W melancholijnym nastroju mija Nowy Rok 1870: Czterdzieści już lat upłynęło od ostatniego Nowego Roku, który przepędziłem u stryja [na Litwie]; nie poddaję się latom i kto wie, jaki będzie ten nowy rok i czy się doczekam jego końca. Gdyby nie wiara i nadzieja w Bogu, to by się już człowiek skurczył i oniemiał [Tamże, s. 399].

Na wniosek prezydenta Chile, jednogłośną decyzją Kongresu, Domeyko został obywatelem honorowym Chile. Mimo osiemdziesiątego roku życia, będąc już na rządowej emeryturze, zostaje po raz czwarty wybrany na stanowisko rektora Uniwersytetu Chilijskiego. Przyjął je warunkowo, gdyż był to jedyny sposób zażegnania konfliktów politycznych między innymi kandydatami.

Wiara

Jak wspomniano, Domeyko był wychowany w tradycji litewskiej i polskiej religijności. Był człowiekiem głębokiej wiary. Jego katolicyzm był naturalny; w sposób bezkonfliktowy umiejętnie łączył wiarę z nauką. Swój los oraz los zniewolonej Ojczyzny oddawał w ręce Boga. Modlitwa była dla niego nie tylko rozmową z Bogiem, lecz spełniała istotną rolę w podtrzymaniu tożsamości. Modlitwie po polsku zawdzięczał pamięć ojczystego języka. W pięknie przyrody, ojczystej i chilijskiej, postrzegał dzieło Stwórcy. W atmosferze kościoła znajdywał ukojenie i wewnętrzny spokój. Syna Hernana, który wybrał karierę księdza, wspierał w sposób nadzwyczajny.

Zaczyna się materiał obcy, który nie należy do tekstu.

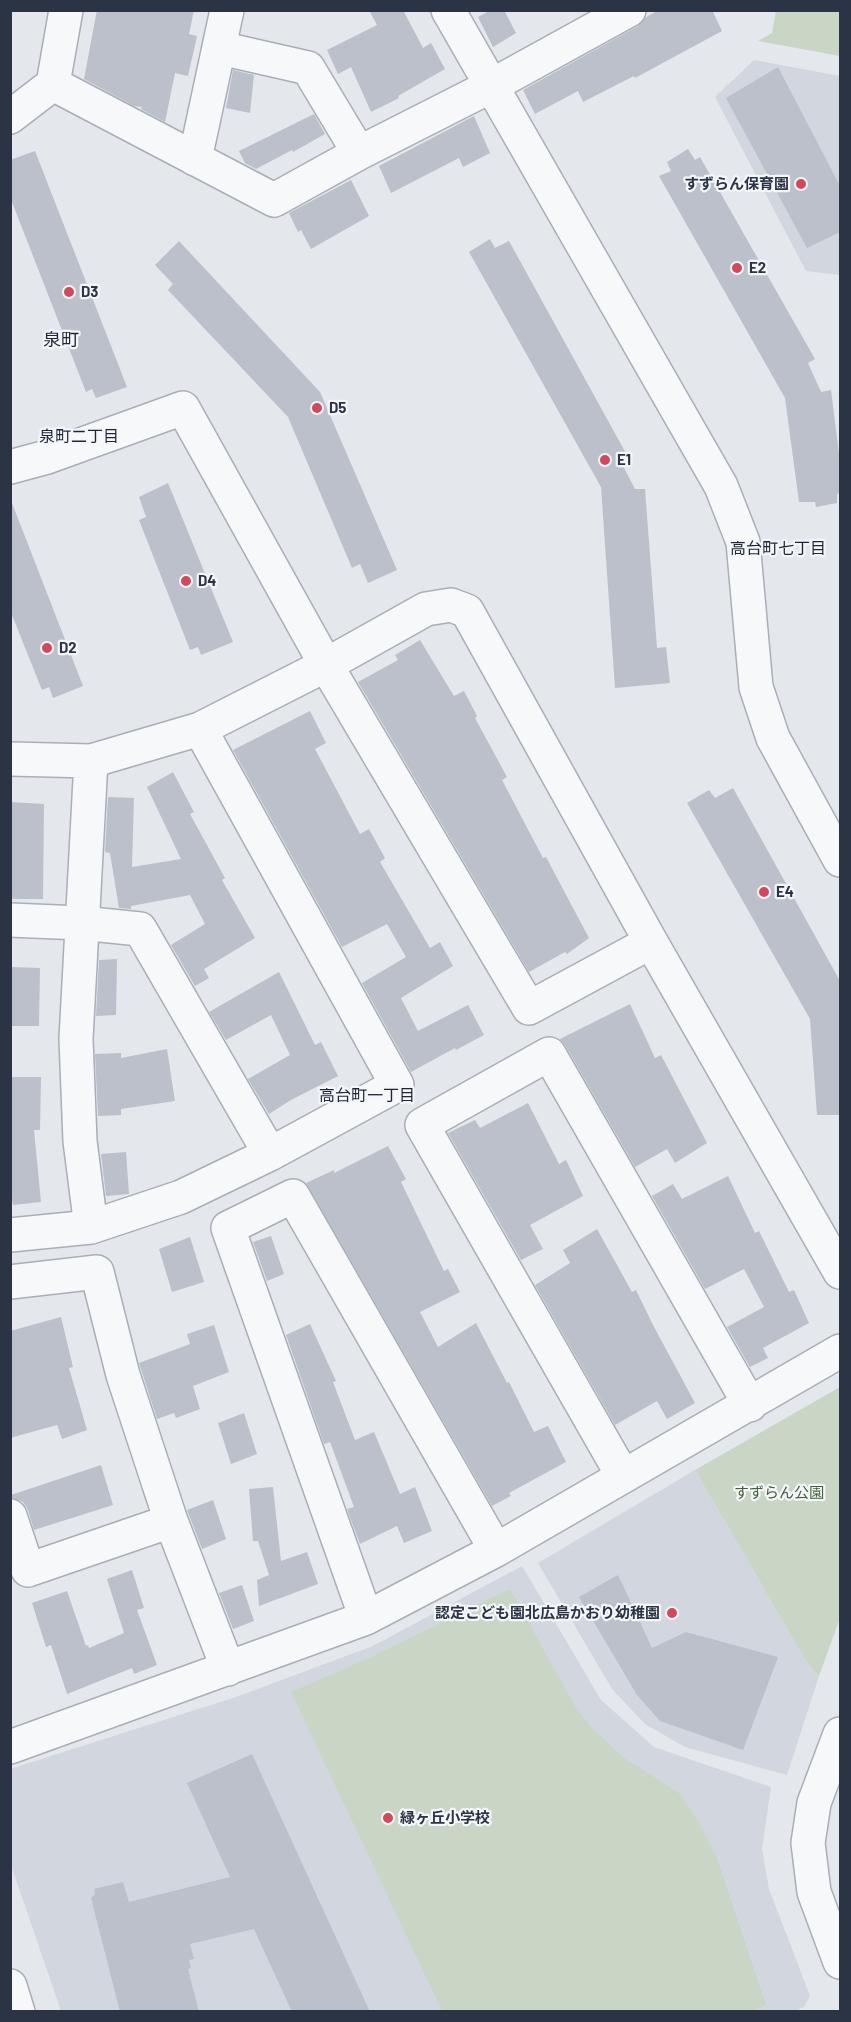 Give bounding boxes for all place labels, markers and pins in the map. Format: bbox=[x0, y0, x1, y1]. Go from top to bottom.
place label: すずらん保育園 bbox=[684, 175, 789, 193]
marker: すずらん保育園 bbox=[794, 177, 808, 191]
place label: E2 bbox=[749, 259, 766, 277]
marker: E2 bbox=[730, 261, 744, 275]
place label: D3 bbox=[81, 283, 98, 301]
marker: D3 bbox=[62, 285, 76, 299]
place label: D5 bbox=[329, 399, 346, 417]
marker: D5 bbox=[310, 401, 324, 415]
place label: E1 bbox=[617, 451, 631, 469]
marker: E1 bbox=[598, 453, 612, 467]
place label: D4 bbox=[198, 572, 216, 590]
marker: D4 bbox=[179, 574, 193, 588]
place label: D2 bbox=[59, 639, 77, 657]
marker: D2 bbox=[40, 641, 54, 655]
place label: E4 bbox=[776, 883, 794, 901]
marker: E4 bbox=[757, 885, 771, 899]
place label: 認定こども園北広島かおり幼稚園 bbox=[435, 1604, 660, 1622]
marker: 認定こども園北広島かおり幼稚園 bbox=[665, 1606, 679, 1620]
place label: 緑ヶ丘小学校 bbox=[400, 1809, 490, 1827]
marker: 緑ヶ丘小学校 bbox=[381, 1811, 395, 1825] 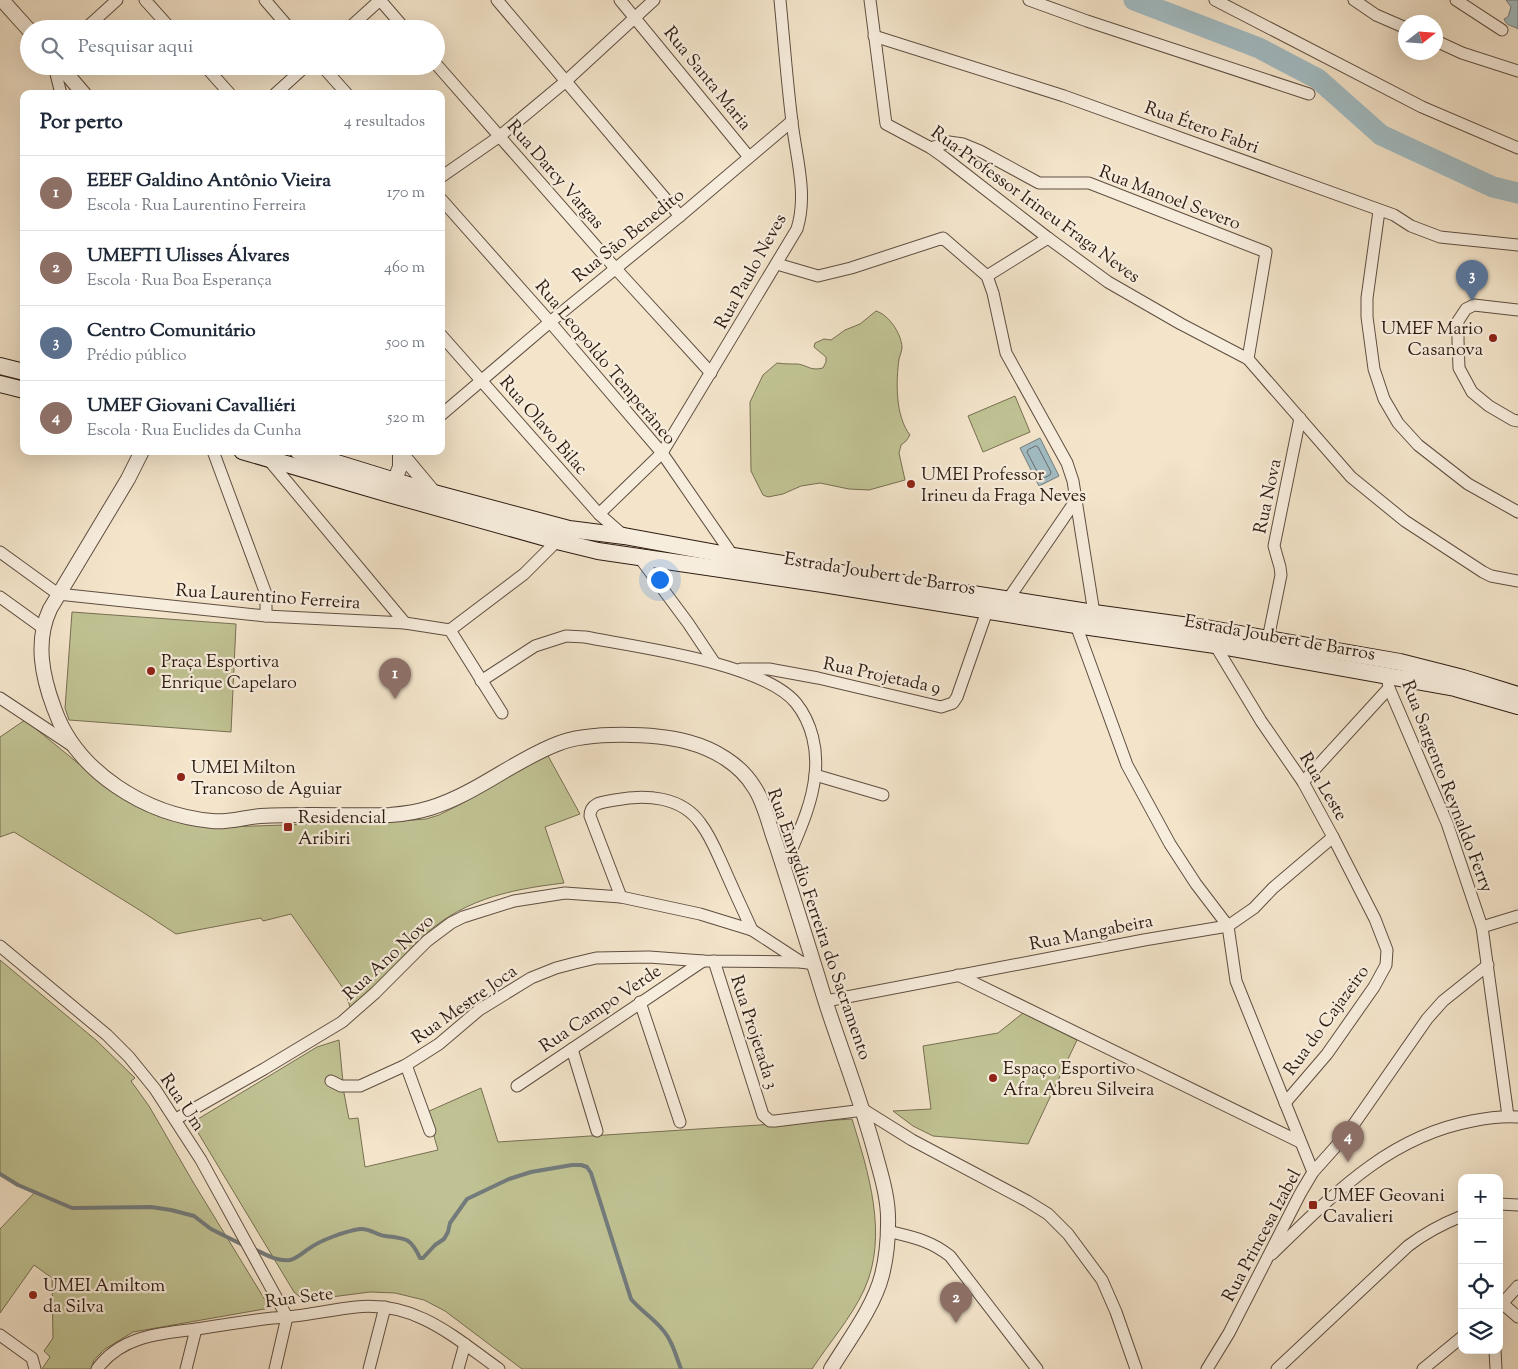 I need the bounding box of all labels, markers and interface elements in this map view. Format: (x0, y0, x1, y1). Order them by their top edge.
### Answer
north arrow (1398, 15, 1443, 60)
search box (20, 20, 445, 75)
street label: Rua Santa Maria (656, 22, 757, 137)
icon: search (38, 34, 66, 62)
text: Pesquisar aqui (78, 34, 193, 61)
street label: Rua Étero Fabri (1140, 96, 1262, 162)
text: Por perto (40, 108, 123, 138)
text: 4 resultados (344, 111, 425, 134)
street label: Rua Darcy Vargas (500, 115, 609, 235)
street label: Rua Professor Irineu Fraga Neves (925, 121, 1145, 290)
street label: Rua Manoel Severo (1095, 160, 1244, 238)
text: EEEF Galdino Antônio Vieira (87, 168, 331, 195)
text: 1 (53, 182, 59, 205)
text: 170 m (387, 182, 425, 205)
street label: Rua São Benedito (568, 183, 691, 290)
text: Escola · Rua Laurentino Ferreira (87, 195, 306, 218)
street label: Rua Paulo Neves (709, 210, 794, 334)
text: UMEFTI Ulisses Álvares (87, 243, 289, 270)
text: 2 (52, 257, 60, 280)
text: 460 m (384, 257, 425, 280)
pin: 3 (1456, 260, 1488, 301)
text: Escola · Rua Boa Esperança (87, 270, 272, 293)
street label: Rua Leopoldo Temperâneo (528, 275, 681, 452)
place label: UMEF Mario Casanova (1381, 317, 1483, 364)
text: Centro Comunitário (87, 318, 256, 345)
text: 3 (53, 332, 59, 355)
text: 500 m (386, 332, 425, 355)
marker: UMEF Mario Casanova (1487, 332, 1499, 344)
text: Prédio público (87, 345, 186, 368)
street label: Rua Olavo Bilac (492, 371, 593, 481)
text: UMEF Giovani Cavalliéri (87, 393, 296, 420)
text: 4 (52, 407, 60, 430)
text: 520 m (387, 407, 425, 430)
text: Escola · Rua Euclides da Cunha (87, 420, 302, 443)
street label: Rua Nova (1248, 457, 1290, 536)
place label: UMEI Professor Irineu da Fraga Neves (921, 463, 1086, 510)
marker: UMEI Professor Irineu da Fraga Neves (905, 478, 917, 490)
street label: Estrada Joubert de Barros (782, 547, 977, 603)
your location (647, 567, 673, 593)
street label: Rua Laurentino Ferreira (175, 579, 361, 617)
street label: Estrada Joubert de Barros (1182, 609, 1377, 669)
place label: Praça Esportiva Enrique Capelaro (161, 650, 297, 697)
street label: Rua Projetada 9 (820, 652, 943, 702)
pin: 1 (379, 658, 411, 699)
marker: Praça Esportiva Enrique Capelaro (145, 665, 157, 677)
street label: Rua Sargento Reynaldo Ferry (1394, 677, 1499, 897)
street label: Rua Leste (1292, 748, 1353, 826)
place label: UMEI Milton Trancoso de Aguiar (191, 756, 342, 803)
marker: UMEI Milton Trancoso de Aguiar (175, 771, 187, 783)
street label: Rua Emygdio Ferreira do Sacramento (759, 786, 877, 1064)
place label: Residencial Aribiri (298, 806, 386, 853)
marker: Residencial Aribiri (282, 821, 294, 833)
street label: Rua Ano Novo (338, 909, 441, 1007)
street label: Rua Mangabeira (1027, 909, 1155, 959)
street label: Rua Campo Verde (535, 959, 667, 1060)
street label: Rua Mestre Joca (407, 960, 523, 1052)
street label: Rua do Cajazeiro (1279, 960, 1377, 1082)
street label: Rua Projetada 3 (722, 972, 784, 1093)
place label: Espaço Esportivo Afra Abreu Silveira (1003, 1057, 1154, 1104)
street label: Rua Um (153, 1069, 210, 1137)
marker: Espaço Esportivo Afra Abreu Silveira (987, 1072, 999, 1084)
pin: 4 (1332, 1121, 1364, 1162)
street label: Rua Princesa Izabel (1217, 1165, 1309, 1307)
map controls (1458, 1174, 1503, 1354)
button: + (1458, 1174, 1503, 1219)
place label: UMEF Geovani Cavalieri (1323, 1184, 1445, 1231)
marker: UMEF Geovani Cavalieri (1307, 1199, 1319, 1211)
button: − (1458, 1219, 1503, 1264)
button: locate (1458, 1264, 1503, 1309)
place label: UMEI Amiltom da Silva (43, 1274, 165, 1321)
street label: Rua Sete (264, 1282, 335, 1316)
pin: 2 (940, 1282, 972, 1323)
marker: UMEI Amiltom da Silva (27, 1289, 39, 1301)
button: layers (1458, 1309, 1503, 1354)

W roku 1843 święta Bożego Narodzenia spędził w górniczej osadzie Andacollo, niedaleko La Sereny, znanej z maryjnego sanktuarium. Były to już dwunaste święta poza krajem. Pisał w pamiętniku: Mieszkam na drugiej połowie świata; nie ma do kogo przemówić po polsku... Czegom się nauczył, o czym się przekonałem, to że człowiek mało co z siebie dobrego wymyśli, jeżeli się nie umocni w wierze i nie oprze na słowie Bożym. Zasługa polega na onej nieustannej wojnie, jaką musi prowadzić ze sobą, za skłonnością ku złemu.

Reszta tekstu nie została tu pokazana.